Hematoxylin and eosin (HE) are the most commonly used stains in histopathology studies. Hematoxylin stains the nuclei blue and eosin stains the cytoplasm pink (Darien et al., 1997). Upon staining of tissue samples, any injury or inflammation can be observed and analyzed under a microscope. Lung inflammation can be characterized by extensive inflammatory infiltration by neutrophils, lymphocytes and plasma cells, and by fibrosis and granulomas in the perivascular region. Examination of saline-treated samples showed no cell infiltration or tissue fibrosis. Normal morphology of alveoli was clearly observed (Fig. 6A). However, histopathological examination of the lungs of rats treated with LPS showed thickening of the alveolar walls (Fig. 6C). Compared to normal tissue, rat lungs exposed to LPS, showed cell accumulation in the interalveolar septa. As a result of cell invasion, the interalveolar septae were thickened, the alveolar surface area became smaller, and the alveoli were irregularly organized.
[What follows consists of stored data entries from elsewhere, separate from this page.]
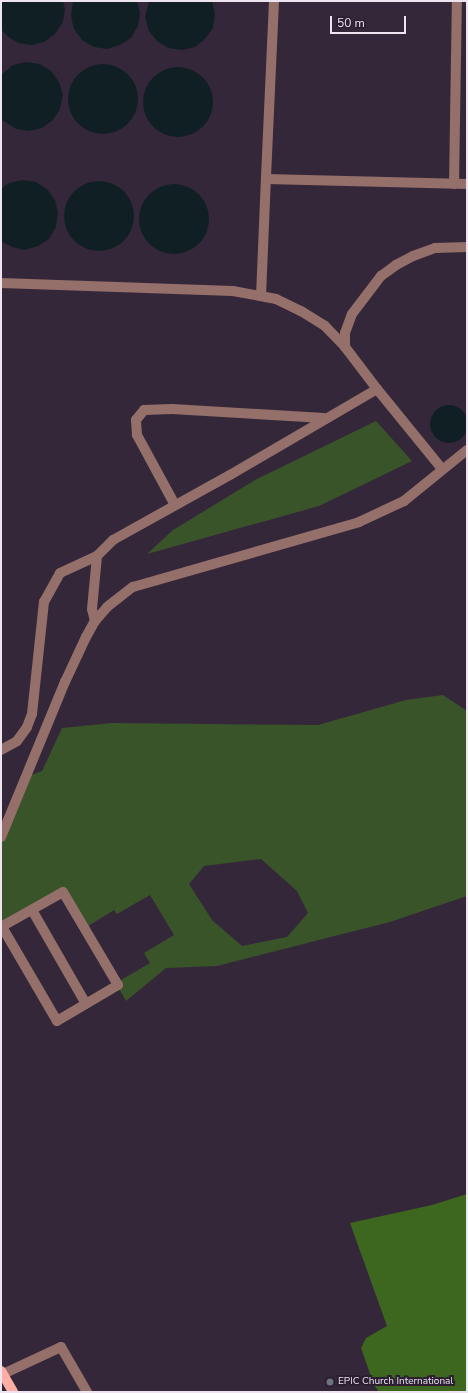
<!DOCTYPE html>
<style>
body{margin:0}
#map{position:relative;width:468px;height:1393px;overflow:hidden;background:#35273a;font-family:"Nunito Sans",sans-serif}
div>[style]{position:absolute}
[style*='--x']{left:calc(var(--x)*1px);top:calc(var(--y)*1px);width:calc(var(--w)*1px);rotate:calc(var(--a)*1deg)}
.green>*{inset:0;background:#395429}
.forest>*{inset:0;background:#3d671f}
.water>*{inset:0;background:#101f23}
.round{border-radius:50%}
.minor>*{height:10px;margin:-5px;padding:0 5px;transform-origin:5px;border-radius:5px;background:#956f6a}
.major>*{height:10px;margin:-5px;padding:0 5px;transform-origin:5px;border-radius:5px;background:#feaea5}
.dots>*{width:11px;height:11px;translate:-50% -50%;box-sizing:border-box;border:2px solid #2b1e30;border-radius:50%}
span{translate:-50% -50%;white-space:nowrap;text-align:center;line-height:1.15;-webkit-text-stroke:4px #2b1e30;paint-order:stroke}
.poi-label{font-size:10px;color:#ede4f0}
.left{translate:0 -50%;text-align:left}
.frame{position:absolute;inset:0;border:2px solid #ede4f0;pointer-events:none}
.scale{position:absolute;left:330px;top:16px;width:76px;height:18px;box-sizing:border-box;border:2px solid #ede4f0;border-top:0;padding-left:5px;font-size:12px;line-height:14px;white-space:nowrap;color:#ede4f0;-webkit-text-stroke:3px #2b1e30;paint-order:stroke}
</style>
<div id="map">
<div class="green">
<i style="clip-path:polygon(376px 421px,412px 461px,319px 506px,147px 554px,173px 530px,257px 479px)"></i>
<i style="clip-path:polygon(evenodd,443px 695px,467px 711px,467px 896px,390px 922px,217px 966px,166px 968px,126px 1001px,116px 983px,150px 963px,144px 953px,174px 935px,150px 895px,117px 914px,114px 910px,85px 928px,64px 892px,1px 927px,1px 837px,26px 777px,42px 771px,62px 728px,112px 723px,318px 725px,406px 700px,443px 695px,261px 859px,297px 891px,308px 913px,287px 937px,242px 946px,212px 920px,189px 884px,204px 866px,261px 859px)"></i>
</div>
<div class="forest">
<i style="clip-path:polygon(467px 1194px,467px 1392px,379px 1392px,374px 1385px,361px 1348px,366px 1338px,387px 1326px,350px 1223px,432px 1205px)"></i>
</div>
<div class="water">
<i style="clip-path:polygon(1px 1px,63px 1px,65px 9px,63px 22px,55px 34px,44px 42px,32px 45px,18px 43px,7px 36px,1px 29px)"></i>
<i style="clip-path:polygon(73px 1px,137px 1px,140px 13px,138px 26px,131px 38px,120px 45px,107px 49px,94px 47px,82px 40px,74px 29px,71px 16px)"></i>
<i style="clip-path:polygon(149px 1px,212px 1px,215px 14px,213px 28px,205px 39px,195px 47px,182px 50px,168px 48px,157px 41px,149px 31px,145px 18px)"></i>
<i style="clip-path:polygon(26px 62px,40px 64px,51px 71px,59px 82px,63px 95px,60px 109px,53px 120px,42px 128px,29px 131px,16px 129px,1px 119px,1px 75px,13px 65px)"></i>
<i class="round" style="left:68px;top:64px;width:70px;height:70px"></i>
<i class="round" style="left:143px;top:67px;width:70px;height:70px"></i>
<i style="clip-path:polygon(22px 180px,36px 182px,47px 189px,55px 200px,58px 213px,56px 227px,49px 239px,38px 246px,25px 250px,12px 247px,1px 241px,1px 189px,9px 183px)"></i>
<i class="round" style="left:64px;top:181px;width:70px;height:70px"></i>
<i class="round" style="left:139px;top:184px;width:70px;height:70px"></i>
<i class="round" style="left:430px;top:405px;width:38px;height:38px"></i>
</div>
<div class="minor">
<i style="--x:274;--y:1;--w:178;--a:92.6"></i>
<i style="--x:266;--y:179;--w:201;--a:1.4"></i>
<i style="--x:454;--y:184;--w:183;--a:-89.1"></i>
<i style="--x:1;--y:283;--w:232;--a:2"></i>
<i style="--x:233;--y:291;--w:44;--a:10.5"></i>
<i style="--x:276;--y:299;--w:28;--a:26"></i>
<i style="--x:301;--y:311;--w:28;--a:32"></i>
<i style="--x:325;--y:326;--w:29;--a:46"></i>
<i style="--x:261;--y:296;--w:117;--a:-87.6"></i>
<i style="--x:377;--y:389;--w:53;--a:-127.3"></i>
<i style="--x:345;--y:347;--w:14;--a:-90"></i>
<i style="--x:345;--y:333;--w:20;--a:-70"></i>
<i style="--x:352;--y:314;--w:48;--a:-52.7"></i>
<i style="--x:381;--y:276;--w:19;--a:-36"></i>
<i style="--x:396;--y:265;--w:19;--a:-28"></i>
<i style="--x:413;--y:256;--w:23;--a:-20"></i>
<i style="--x:435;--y:248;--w:32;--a:-2"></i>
<i style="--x:175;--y:505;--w:80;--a:-118.5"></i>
<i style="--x:137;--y:435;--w:15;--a:-94"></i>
<i style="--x:136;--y:420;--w:13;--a:-51"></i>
<i style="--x:144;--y:410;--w:28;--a:-2"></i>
<i style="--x:172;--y:409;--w:152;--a:3.4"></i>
<i style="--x:95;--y:621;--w:12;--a:-104"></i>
<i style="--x:92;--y:609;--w:53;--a:-84.6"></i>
<i style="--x:97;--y:556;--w:23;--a:-45"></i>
<i style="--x:113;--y:540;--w:134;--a:-29.1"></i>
<i style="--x:230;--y:475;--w:170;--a:-30.3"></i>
<i style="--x:377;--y:389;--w:103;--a:50.9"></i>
<i style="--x:1;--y:750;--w:18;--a:-29"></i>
<i style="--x:17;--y:741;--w:17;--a:-54"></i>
<i style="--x:27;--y:727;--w:14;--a:-69"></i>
<i style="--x:32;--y:714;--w:113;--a:-83.9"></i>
<i style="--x:44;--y:602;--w:33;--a:-61"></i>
<i style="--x:60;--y:573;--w:41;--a:-24.7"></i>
<i style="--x:1;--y:837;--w:168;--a:-67.6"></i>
<i style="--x:65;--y:682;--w:50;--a:-65"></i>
<i style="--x:86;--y:637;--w:18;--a:-61"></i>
<i style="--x:95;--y:621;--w:18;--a:-49"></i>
<i style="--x:107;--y:607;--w:33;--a:-38"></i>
<i style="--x:133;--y:587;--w:235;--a:-16"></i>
<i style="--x:359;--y:522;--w:50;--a:-25"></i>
<i style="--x:404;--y:501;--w:81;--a:-39"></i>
<i style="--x:32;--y:910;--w:108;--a:60.1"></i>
<i style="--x:1;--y:927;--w:71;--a:-29.4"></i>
<i style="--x:63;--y:892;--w:108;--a:59.4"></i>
<i style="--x:118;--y:985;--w:71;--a:149.5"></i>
<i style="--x:57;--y:1021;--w:109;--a:-120.3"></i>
<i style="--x:3;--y:1374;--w:64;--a:-25"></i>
<i style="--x:61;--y:1347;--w:52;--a:60"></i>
</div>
<div class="major">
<i style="--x:1;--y:1371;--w:24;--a:60"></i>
</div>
<div class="dots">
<i style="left:330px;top:1382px;background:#6b7280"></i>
</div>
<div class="poi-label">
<span class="left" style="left:338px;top:1382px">EPIC Church International</span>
</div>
<div class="frame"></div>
<div class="scale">50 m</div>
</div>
There were no noticeable changes in rat lungs treated with neutral or cationic liposomes compared to the saline control (Fig. 6B). The alveolar walls remained intact and normal in both treatment groups. Thus the data suggest that inhaled LMWH liposomal formulations did not produce major damage to the lungs.
In summary, the above study is the first to demonstrate that cationic liposomes can be used as carriers for pulmonary delivery of a relatively large molecular weight anionic drug. Cationic liposomes are highly effective in enhancing EE and pulmonary absorption of LMWH. Liposomes with positive surface charge possibly formed a compacted complex with the linear polymeric LMWH, thereby facilitating endocytosis-mediated absorption.